Provided data START

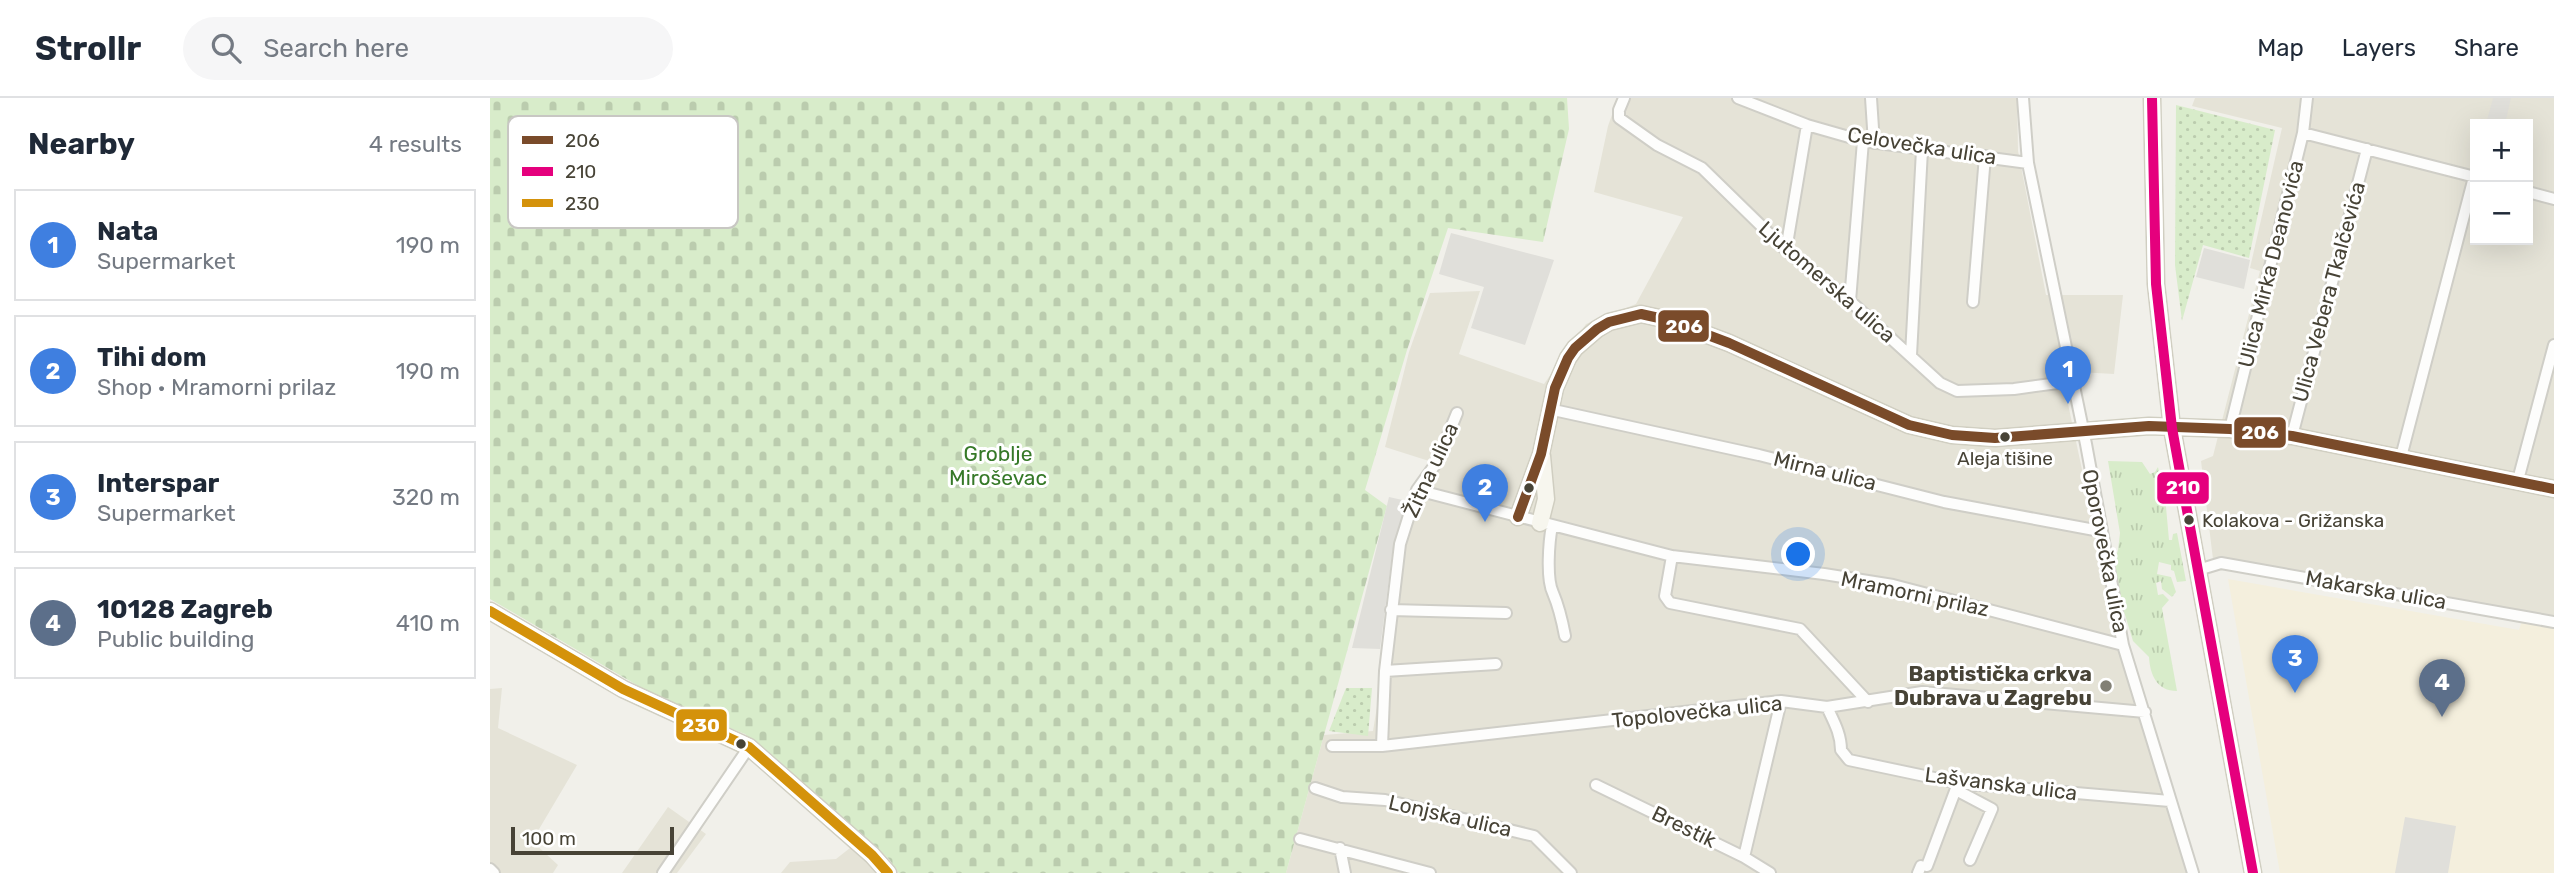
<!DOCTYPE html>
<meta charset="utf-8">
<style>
body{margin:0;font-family:Rubik,sans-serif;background:#f6f6f7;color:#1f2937}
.controls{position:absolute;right:21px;top:21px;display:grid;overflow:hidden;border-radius:0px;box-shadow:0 7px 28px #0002}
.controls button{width:63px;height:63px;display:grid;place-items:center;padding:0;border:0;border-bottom:2px solid #e0e1e3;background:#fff;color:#1f2937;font:35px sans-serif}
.scale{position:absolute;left:21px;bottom:18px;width:163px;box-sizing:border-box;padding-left:7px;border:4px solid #474336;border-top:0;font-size:19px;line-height:24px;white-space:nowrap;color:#474336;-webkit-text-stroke:5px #fff;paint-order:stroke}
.you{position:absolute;left:1309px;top:457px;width:24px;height:24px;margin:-18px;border:5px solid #fff;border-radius:50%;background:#1a73e8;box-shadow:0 0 0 10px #1a73e833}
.badge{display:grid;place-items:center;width:46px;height:46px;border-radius:50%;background:#828075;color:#fff;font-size:23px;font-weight:700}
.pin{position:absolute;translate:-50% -58px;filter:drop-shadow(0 2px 4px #0008)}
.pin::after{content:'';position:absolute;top:37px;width:24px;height:21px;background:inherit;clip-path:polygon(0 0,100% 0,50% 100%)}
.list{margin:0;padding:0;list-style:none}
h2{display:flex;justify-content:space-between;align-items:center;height:91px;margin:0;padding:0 28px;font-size:30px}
h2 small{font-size:23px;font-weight:400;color:#747a83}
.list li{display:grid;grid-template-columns:46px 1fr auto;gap:21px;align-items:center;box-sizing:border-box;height:112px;margin:0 14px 14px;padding:0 14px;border:2px solid #e0e1e3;border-radius:0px}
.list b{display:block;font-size:26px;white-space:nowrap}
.list p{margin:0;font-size:23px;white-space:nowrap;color:#747a83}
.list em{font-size:23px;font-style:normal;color:#747a83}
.icon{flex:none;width:38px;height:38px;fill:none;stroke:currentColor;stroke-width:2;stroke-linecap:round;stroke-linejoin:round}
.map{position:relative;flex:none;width:2064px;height:775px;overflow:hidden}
header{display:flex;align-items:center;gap:42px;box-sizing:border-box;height:98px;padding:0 35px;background:#fff;border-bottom:2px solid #e0e1e3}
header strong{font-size:33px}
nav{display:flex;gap:38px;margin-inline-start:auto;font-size:24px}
.search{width:490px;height:63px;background:#f6f6f7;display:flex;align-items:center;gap:18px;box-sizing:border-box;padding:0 24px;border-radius:38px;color:#747a83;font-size:26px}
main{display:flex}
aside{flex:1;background:#fff}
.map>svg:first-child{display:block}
.residential{fill:#e5e3d7;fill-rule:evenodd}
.commercial{fill:#f4efdd}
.grass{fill:url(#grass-tufts)}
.cemetery{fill:url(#cemetery-stones)}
.park{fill:url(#park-dots)}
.parking{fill:#e0dfda}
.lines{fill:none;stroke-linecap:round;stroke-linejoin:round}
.street-casing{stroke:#cfcec7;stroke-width:14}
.secondary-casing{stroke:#d0cec1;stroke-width:19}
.street{stroke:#fdfdfc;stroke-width:10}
.secondary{stroke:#f7f6ee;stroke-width:16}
.bus-1-casing{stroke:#fff;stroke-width:16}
.bus-2-casing{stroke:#fff;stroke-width:16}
.bus-3-casing{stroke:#fff;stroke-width:16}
.bus-1{stroke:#7a4b2a;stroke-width:10}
.bus-2{stroke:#e5007d;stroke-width:10}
.bus-3{stroke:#d4920b;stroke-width:10}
.bus-dot{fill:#474336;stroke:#fff;stroke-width:2.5}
.poi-dot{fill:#828075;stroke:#fff;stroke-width:2.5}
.labels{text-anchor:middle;stroke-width:6;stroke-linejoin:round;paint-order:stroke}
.bus-label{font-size:19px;fill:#474336;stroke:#fff}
.street-label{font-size:21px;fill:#474336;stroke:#fff}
.park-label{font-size:21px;fill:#367928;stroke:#fff}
.poi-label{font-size:21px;font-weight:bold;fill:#474336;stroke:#fff;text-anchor:end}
.key{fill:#fff;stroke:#c8c7c3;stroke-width:2}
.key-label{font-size:19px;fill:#474336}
.line-badge{stroke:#fff;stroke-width:2.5}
.badge-label{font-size:19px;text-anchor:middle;font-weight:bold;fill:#fff}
</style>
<header>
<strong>Strollr</strong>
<div class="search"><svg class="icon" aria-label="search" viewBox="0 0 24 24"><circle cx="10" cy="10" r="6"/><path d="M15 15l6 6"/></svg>Search here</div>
<nav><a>Map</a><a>Layers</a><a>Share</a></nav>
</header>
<main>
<aside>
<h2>Nearby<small>4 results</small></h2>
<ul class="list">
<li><span class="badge" style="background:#3f7fe0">1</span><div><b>Nata</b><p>Supermarket</p></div><em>190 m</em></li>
<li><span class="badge" style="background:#3f7fe0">2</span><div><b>Tihi dom</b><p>Shop · Mramorni prilaz</p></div><em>190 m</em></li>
<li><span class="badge" style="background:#3f7fe0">3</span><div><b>Interspar</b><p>Supermarket</p></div><em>320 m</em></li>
<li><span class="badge" style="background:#5c6f8a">4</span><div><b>10128 Zagreb</b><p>Public building</p></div><em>410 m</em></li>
</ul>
</aside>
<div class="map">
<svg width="2064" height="775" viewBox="0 0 2064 775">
<defs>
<pattern id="grass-tufts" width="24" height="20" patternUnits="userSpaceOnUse" patternTransform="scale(1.75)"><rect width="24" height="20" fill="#d8ecca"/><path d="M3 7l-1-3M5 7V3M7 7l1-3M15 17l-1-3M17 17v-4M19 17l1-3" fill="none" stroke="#bbccae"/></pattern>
<pattern id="cemetery-stones" width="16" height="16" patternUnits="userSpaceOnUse" patternTransform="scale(1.75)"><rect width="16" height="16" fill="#d8ecca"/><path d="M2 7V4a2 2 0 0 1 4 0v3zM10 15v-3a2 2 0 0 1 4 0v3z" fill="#bbccae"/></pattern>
<pattern id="park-dots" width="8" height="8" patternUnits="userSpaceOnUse" patternTransform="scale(1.75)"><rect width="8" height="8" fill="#d8ecca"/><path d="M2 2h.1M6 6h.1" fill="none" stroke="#bbccae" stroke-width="1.8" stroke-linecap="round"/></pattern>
</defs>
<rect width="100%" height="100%" fill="#f1f0ea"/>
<path class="residential" d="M1128,0H1527L1528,53L1556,197H1633L1624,276L1571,273L1623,517L1669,687L1698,775H796L834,637L883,633L916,431L939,363L895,349L919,254L940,195L990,193L969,256L1054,286L1096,226L1146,206L1193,119L1104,94L1118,28Z
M1705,0H2064V527L1808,473L1723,461L1711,363L1723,358L1770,173L1760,170L1792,30L1702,8ZM1985,26H2038V142H1985Z
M12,590L8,630L87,667L42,743L68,767L63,775H0V591Z
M178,709L216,736L187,775H132Z
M374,739L399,761L409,775H291L300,764L346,761Z"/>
<path class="commercial" d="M1738,481L2029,532L2033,520L2064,527V775H1790Z"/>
<path class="grass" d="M1618,363L1652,364L1660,376L1665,374L1668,369L1676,409L1679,442H1682L1683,436L1687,435L1696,483L1687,484L1684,473L1681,472V467L1669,464L1667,476L1681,479L1686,494L1682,499L1672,491L1671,483L1666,485L1668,497L1673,496L1679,502L1672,510L1687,593C1667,593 1660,577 1659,559L1643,543L1628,494L1625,462L1628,452L1630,435Z"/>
<path class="cemetery" d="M0,0H1077L1079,31L1053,144L958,130L917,252L875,392L897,408L796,775H409L399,761L255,636L179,606L0,501Z"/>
<path class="park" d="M1686,7L1785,32L1759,160L1713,147L1692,223L1685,167Z
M856,590H882L878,638L839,633Z"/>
<path class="parking" d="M2003,0H2021L2015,26H1996Z
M961,135L1064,162L1035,247L981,230L994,189L949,176Z
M1714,150L1760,162L1754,191L1706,179Z
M899,399L917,403L902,457L890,551L862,550Z
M1915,719L1966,728L1958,775H1905Z"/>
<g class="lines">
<defs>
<path id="street" d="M1134,0L1129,12V20L1167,47L1212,70L1296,152L1360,203L1450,285L1467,293L1524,291L1583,283
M1248,0L1317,27L1373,43L1538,65
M1381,0L1384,45
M1533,0L1538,65L1596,346L1633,547L1703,775
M1813,35L1985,79
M2038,94L2064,101
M1296,152L1317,27
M1360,203L1373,43
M1483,204L1495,58
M1421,257L1432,52
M1059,311L1269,357L1454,404L1610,433
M1740,331L1813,35L1817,0
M1802,338L1877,51
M1911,359L1984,79
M2028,382L2064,247
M927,392L1182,458L1334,476L1403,487L1633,547
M1062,428C1059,443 1056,481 1063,495C1069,509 1072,522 1075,538
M1182,458L1175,498L1180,505L1310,531L1378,604
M1708,472L1731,465L2064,524
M901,512L1016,515
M895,573L1006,566
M1337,609C1344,624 1351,636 1351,652L1359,662L1468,685L1680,703
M842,648H892L1291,603L1337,609L1432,594L1655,614
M892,648L895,573L910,446L927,392L947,364L967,315
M1106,687L1254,759L1280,775
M825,690L852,699L895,702L1044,738L1081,775
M1466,692L1502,711L1480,762
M810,741L940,775
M850,750L855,775
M1254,759L1291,603
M1437,768L1467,688
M0,771L4,775
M173,775L259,649
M1428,775L1431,768"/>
<path id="secondary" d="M1662,0L1666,186L1682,330L1763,775
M1028,419L1051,356L1065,290L1078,260L1085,250L1107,231L1119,224L1151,216L1178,222L1239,245L1419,327L1462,337L1505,340L1659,328L1740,331L1802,338L2064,391
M1050,425L1056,401L1052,358
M0,513L133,591L259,649L382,757L398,775"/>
</defs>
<use href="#street" class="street-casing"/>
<use href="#secondary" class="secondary-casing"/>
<use href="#street" class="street"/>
<use href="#secondary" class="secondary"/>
<defs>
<path id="bus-1" d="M1028,419L1051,356L1065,290L1078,260L1085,250L1107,231L1119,224L1151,216L1178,222L1239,245L1419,327L1462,337L1505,340L1659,328L1740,331L1802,338L2064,391"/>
<path id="bus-2" d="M1662,0L1666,186L1682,330L1763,775"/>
<path id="bus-3" d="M0,513L133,591L259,649L382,757L398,775"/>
</defs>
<use href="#bus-1" class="bus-1-casing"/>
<use href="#bus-2" class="bus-2-casing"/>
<use href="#bus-3" class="bus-3-casing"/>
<use href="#bus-1" class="bus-1"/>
<use href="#bus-2" class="bus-2"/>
<use href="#bus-3" class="bus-3"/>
</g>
<g class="bus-dot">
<circle cx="1515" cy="339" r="6"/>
<circle cx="1039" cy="390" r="6"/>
<circle cx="1699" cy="422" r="6"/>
<circle cx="251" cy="646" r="6"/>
</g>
<circle class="poi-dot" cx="1616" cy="588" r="7"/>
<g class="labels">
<g class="bus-label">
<text x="1515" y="367">Aleja tišine</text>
<text x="1712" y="429" text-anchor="start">Kolakova - Grižanska</text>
</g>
<g class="street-label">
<text transform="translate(1432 48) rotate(9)" y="7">Celovečka ulica</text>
<text transform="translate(1781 166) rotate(-76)" y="7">Ulica Mirka Deanovića</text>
<text transform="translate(1337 184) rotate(41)" y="7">Ljutomerska ulica</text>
<text transform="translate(1839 194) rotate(-75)" y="7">Ulica Vebera Tkalčevića</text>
<text transform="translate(941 372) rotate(-65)" y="7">Žitna ulica</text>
<text transform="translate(1335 373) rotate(14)" y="7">Mirna ulica</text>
<text transform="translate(1615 453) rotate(79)" y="7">Oporovečka ulica</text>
<text transform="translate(1886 492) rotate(10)" y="7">Makarska ulica</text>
<text transform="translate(1425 496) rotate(12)" y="7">Mramorni prilaz</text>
<text transform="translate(1207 614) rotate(-6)" y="7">Topolovečka ulica</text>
<text transform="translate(1511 686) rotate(7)" y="7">Lašvanska ulica</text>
<text transform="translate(960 718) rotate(13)" y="7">Lonjska ulica</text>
<text transform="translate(1194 729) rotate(26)" y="7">Brestik</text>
</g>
<g class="park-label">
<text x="508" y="363">Groblje<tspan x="508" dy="24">Miroševac</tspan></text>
</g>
<g class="poi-label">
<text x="1602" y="583">Baptistička crkva<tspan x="1602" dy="24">Dubrava u Zagrebu</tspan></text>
</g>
</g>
<rect x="18" y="18" width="230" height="112" rx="10" class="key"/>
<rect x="32" y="38" width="31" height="8" fill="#7a4b2a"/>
<rect x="32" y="69" width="31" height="9" fill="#e5007d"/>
<rect x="32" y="101" width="31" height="8" fill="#d4920b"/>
<g class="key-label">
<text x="75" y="49">206</text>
<text x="75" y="80">210</text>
<text x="75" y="112">230</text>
</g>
<g class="line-badge">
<rect x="1167" y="211" width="53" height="34" rx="7" fill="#7a4b2a"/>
<rect x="1743" y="318" width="54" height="33" rx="7" fill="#7a4b2a"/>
<rect x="1666" y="373" width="54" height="34" rx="7" fill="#e5007d"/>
<rect x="185" y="610" width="53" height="34" rx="7" fill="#d4920b"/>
</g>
<g class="badge-label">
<text x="1194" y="235">206</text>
<text x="1770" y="341">206</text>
<text x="1693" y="396">210</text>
<text x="211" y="634">230</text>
</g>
</svg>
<div class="controls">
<button>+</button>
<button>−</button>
</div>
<div class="scale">100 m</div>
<div class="you"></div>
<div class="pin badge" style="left:1578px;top:306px;background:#3f7fe0">1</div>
<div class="pin badge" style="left:995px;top:424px;background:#3f7fe0">2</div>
<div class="pin badge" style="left:1805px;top:595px;background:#3f7fe0">3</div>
<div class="pin badge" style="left:1952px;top:619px;background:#5c6f8a">4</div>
</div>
</main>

Provided data END

About this exercise:
How many lines in the entries contain the string "nowrap"? Give the number only.

Exercise result:
3